It is one of the best editorial because when i read every line i can connect with the thought process of the author and it is also beginner friendly to understand the concept. Thank You YouKn0wWho.
My solution to Problem D which requires O(log(n)) different characters, which, unfortunately, does not enter(
Suppose we have a matching string s. Then the string s + x + s + y + s is also suitable, where x and y are symbols that have not been encountered before. After all, each substring in s occurs 3 * the past number, and a substring containing symbols x or y occurs 1 time. Also from s you can make a string from |s| + 1 characters just by adding x to the end. Thus, you can make an algorithm similar to fast exponentiation: Let gen (n) return a good string of n characters.
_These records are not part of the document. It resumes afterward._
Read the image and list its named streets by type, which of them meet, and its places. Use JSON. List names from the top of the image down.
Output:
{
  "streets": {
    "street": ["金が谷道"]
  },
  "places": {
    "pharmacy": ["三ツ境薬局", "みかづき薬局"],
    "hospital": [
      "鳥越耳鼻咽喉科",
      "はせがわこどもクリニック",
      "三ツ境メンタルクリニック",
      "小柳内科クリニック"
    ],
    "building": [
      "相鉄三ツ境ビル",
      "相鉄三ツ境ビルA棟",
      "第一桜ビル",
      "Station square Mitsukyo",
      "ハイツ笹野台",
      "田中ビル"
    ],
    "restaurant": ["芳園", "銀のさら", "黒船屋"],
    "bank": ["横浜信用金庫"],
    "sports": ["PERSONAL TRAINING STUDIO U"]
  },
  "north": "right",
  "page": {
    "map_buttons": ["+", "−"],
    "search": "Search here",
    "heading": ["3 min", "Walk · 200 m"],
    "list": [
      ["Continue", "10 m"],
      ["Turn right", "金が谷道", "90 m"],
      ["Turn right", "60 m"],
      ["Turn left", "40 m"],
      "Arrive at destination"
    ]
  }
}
if n % 3 == 2 gen(n) = t + x + t + y + t, t = gen(n / 3) else gen(n) = gen(n — 1) + x
It can be seen that every 3 steps n will decrease at least 3 times, but this will require 4 new symbols. Therefore, you will need log_3(n) * 4 = 44 characters
P.S. I don't know English well and all the text was translated by google translate
I wanted to elaborate on Your idea. Actually, I managed to pass the tests using recursive approach during contest 124173130. As You mentioned it would be convenient to think of the problem recursively. We want to make three copies (just two will not do) of the same string and then and then separate them, by some characters that not be use later in recursion. Each of those recursive string should also maintain task requirements. It is easy to see that if some substring of final solution is maintained entirely inside of one of these substrings then there are three copies of it.
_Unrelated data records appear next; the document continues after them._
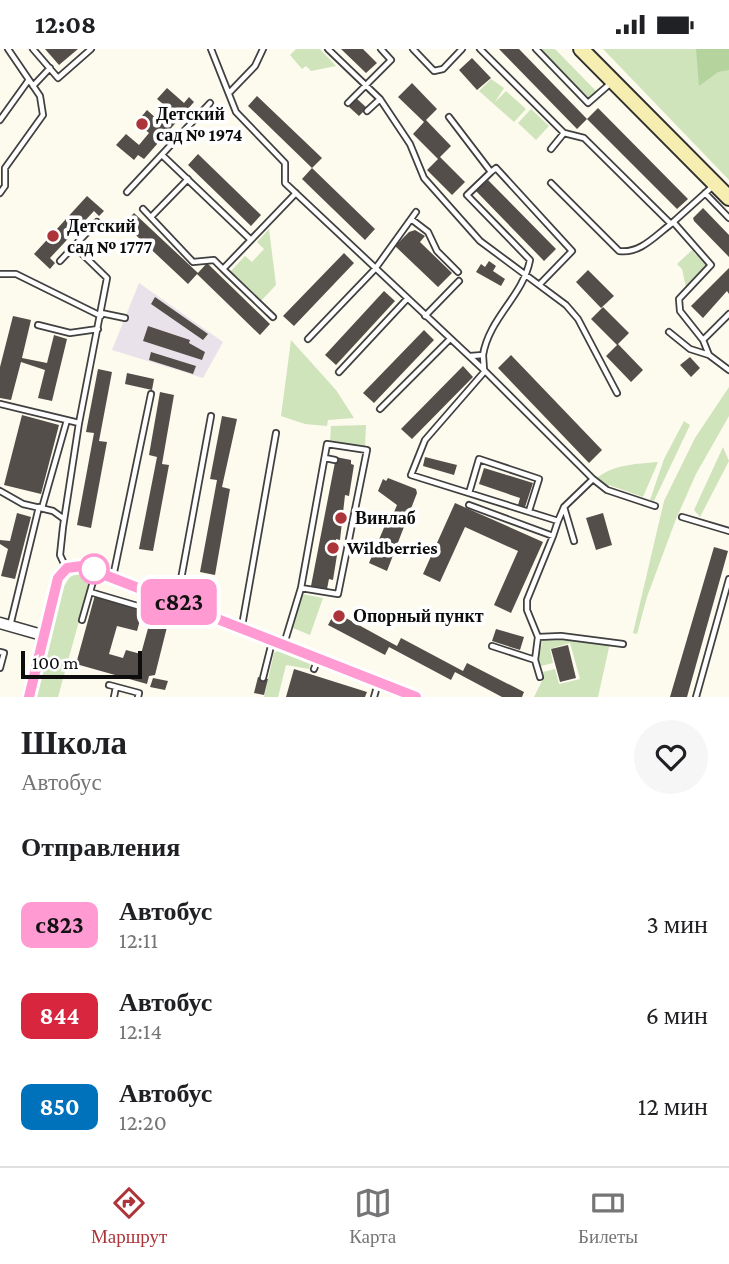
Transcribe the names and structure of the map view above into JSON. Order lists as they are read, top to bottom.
{
  "places": [
    "Детский сад № 1974",
    "Детский сад № 1777",
    "Винлаб",
    "Wildberries",
    "Опорный пункт"
  ],
  "lines": ["bus line с823"],
  "scale_bar": "100 m",
  "page": {
    "status": "12:08",
    "on_map": "с823",
    "scale": "100 m",
    "heading": [
      ["Школа", "Автобус"],
      "Отправления"
    ],
    "list": [
      {
        "mark": "с823",
        "name": "Автобус",
        "note": "12:11",
        "value": "3 мин"
      },
      {
        "mark": "844",
        "name": "Автобус",
        "note": "12:14",
        "value": "6 мин"
      },
      {
        "mark": "850",
        "name": "Автобус",
        "note": "12:20",
        "value": "12 мин"
      }
    ],
    "tabs": ["Маршрут", "Карта", "Билеты"]
  }
}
But we also have to be careful when it comes to substrings that are not entirely obtained in one of recursive areas. We aim for our separators to make them unique (or also have three copies).
There three recursive cases. Let's $$$N$$$ be length of recursive call, and $$$A$$$ be the lowest character we are still able to use. Also lets name by $$$B$$$ second lowest character. We will show that it suffices only to use two characters for separation and then $$$2 \cdot \log_3{N} \le 26$$$ (which will allow us not to run out of letters)
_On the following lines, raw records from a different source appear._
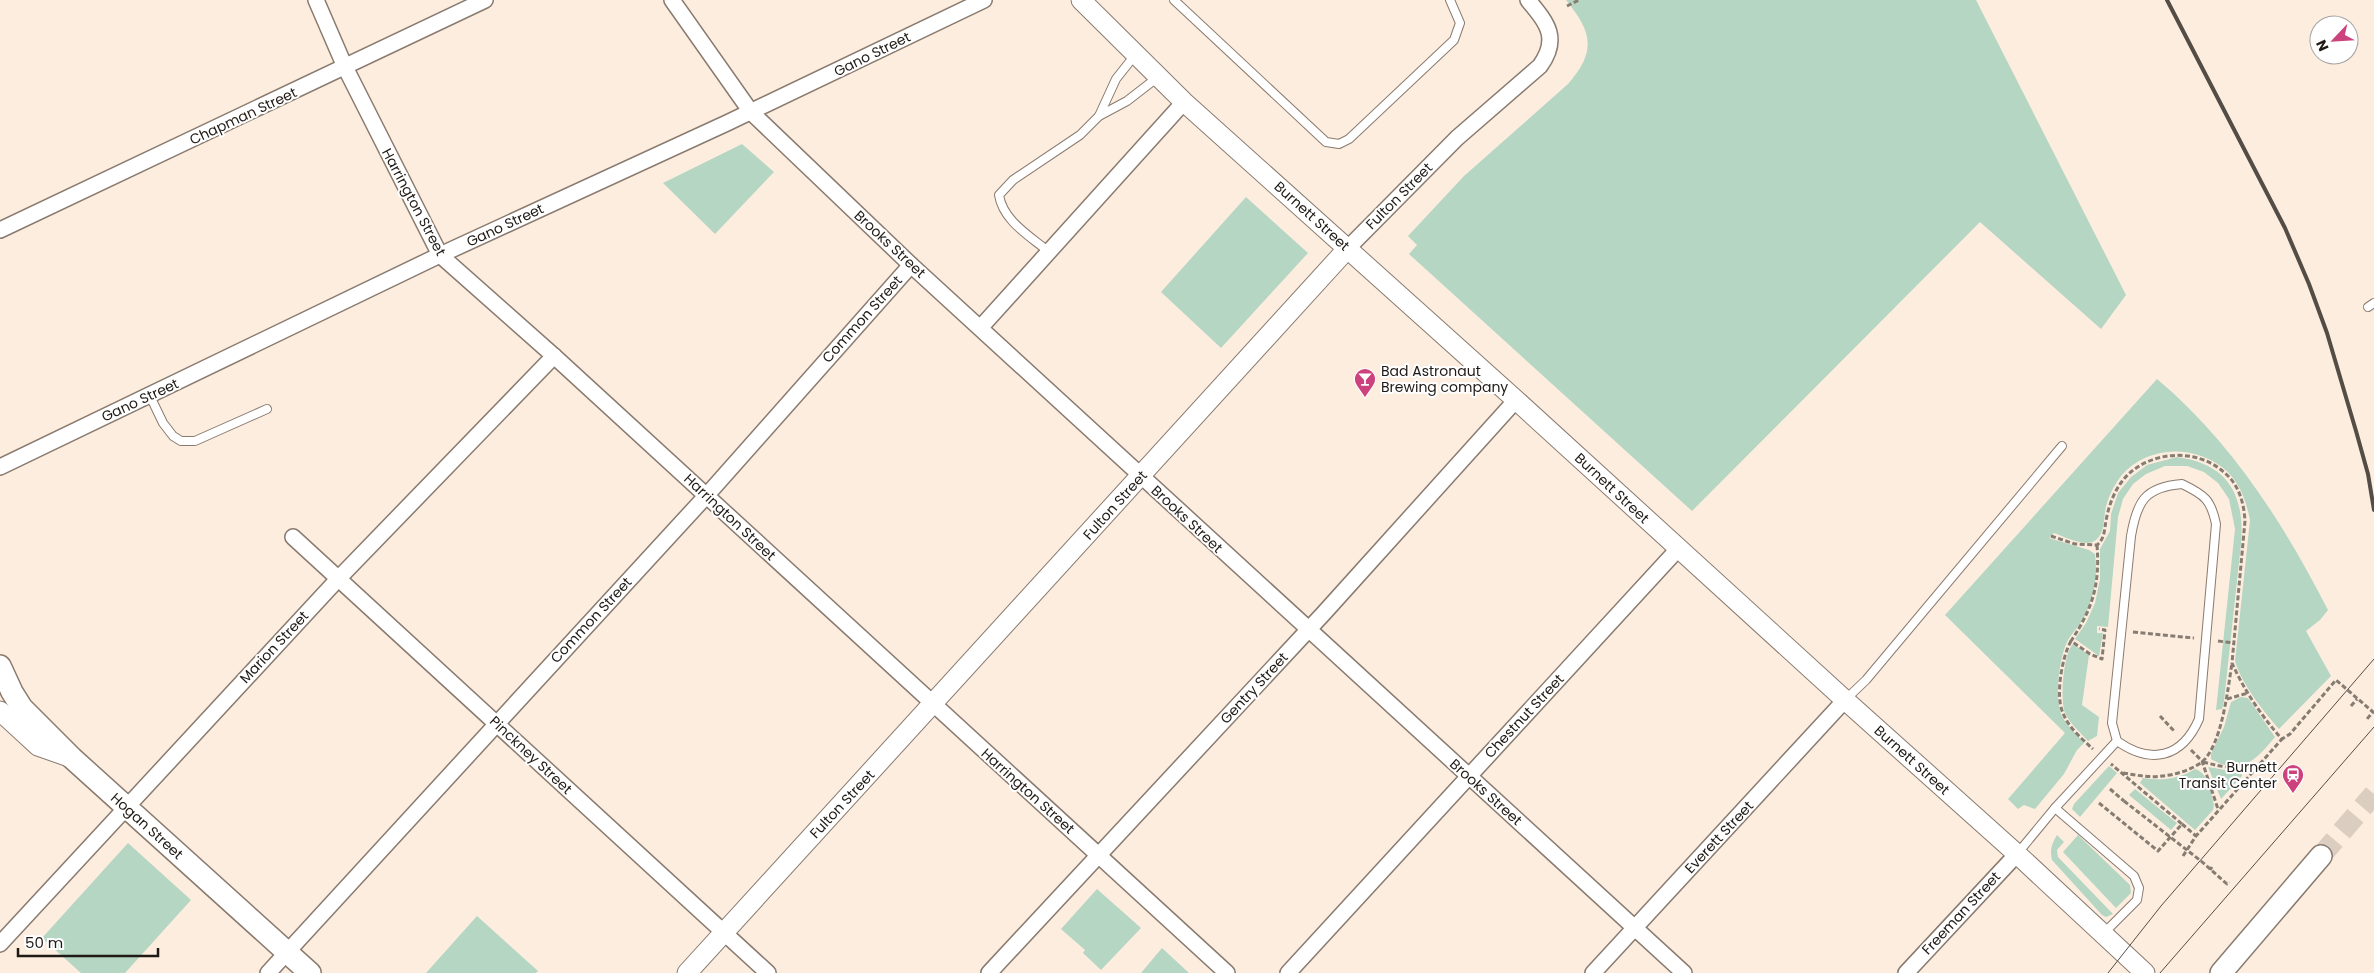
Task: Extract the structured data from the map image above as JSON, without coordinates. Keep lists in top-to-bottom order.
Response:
{
  "streets": {
    "main road": ["Hogan Street"],
    "street": [
      "Gano Street",
      "Chapman Street",
      "Fulton Street",
      "Harrington Street",
      "Burnett Street",
      "Brooks Street",
      "Common Street",
      "Marion Street",
      "Gentry Street",
      "Chestnut Street",
      "Pinckney Street",
      "Everett Street",
      "Freeman Street"
    ]
  },
  "crossings": [
    ["Gano Street", "Harrington Street"],
    ["Gano Street", "Brooks Street"],
    ["Chapman Street", "Harrington Street"],
    ["Fulton Street", "Harrington Street"],
    ["Fulton Street", "Burnett Street"],
    ["Fulton Street", "Brooks Street"],
    ["Fulton Street", "Pinckney Street"],
    ["Harrington Street", "Common Street"],
    ["Harrington Street", "Marion Street"],
    ["Harrington Street", "Gentry Street"],
    ["Burnett Street", "Gentry Street"],
    ["Burnett Street", "Chestnut Street"],
    ["Burnett Street", "Everett Street"],
    ["Burnett Street", "Freeman Street"],
    ["Brooks Street", "Common Street"],
    ["Brooks Street", "Gentry Street"],
    ["Brooks Street", "Chestnut Street"],
    ["Brooks Street", "Everett Street"],
    ["Common Street", "Pinckney Street"],
    ["Common Street", "Hogan Street"],
    ["Marion Street", "Pinckney Street"],
    ["Marion Street", "Hogan Street"]
  ],
  "places": {
    "bar": ["Bad Astronaut Brewing company"],
    "station": ["Burnett Transit Center"]
  },
  "scale_bar": "50 m",
  "north": "bottom left"
}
First case is $$$N \% 3 = 2$$$. This case is easy. If we mark recursive string of length $$$(N-2)/3$$$ by $$$R$$$, then we can create solution as follows:
$$$S = R + A + R + B + R$$$
Second case is a bit more tricky. We have $$$N\%3=0$$$. We are still able to create separators, but they will be lightly longer (also length of $$$R$$$ will now be $$$(N-6)/3$$$).
$$$S = R + ABAA + R + BB + R$$$
Last case was the most tricky one ($$$N\%3=1$$$). I used the following construction.
$$$S = R + BA + R + B + R + B$$$
Now we added something after the last recursive part, but it was necessary if we want to have total length of separators equal to 4 (7 is impossible, because one of the letters would be used even number of times, and 10 is quite long and I was not able to find any two separators that would solve this problem, and also we are not careful may run out of digits for base cases).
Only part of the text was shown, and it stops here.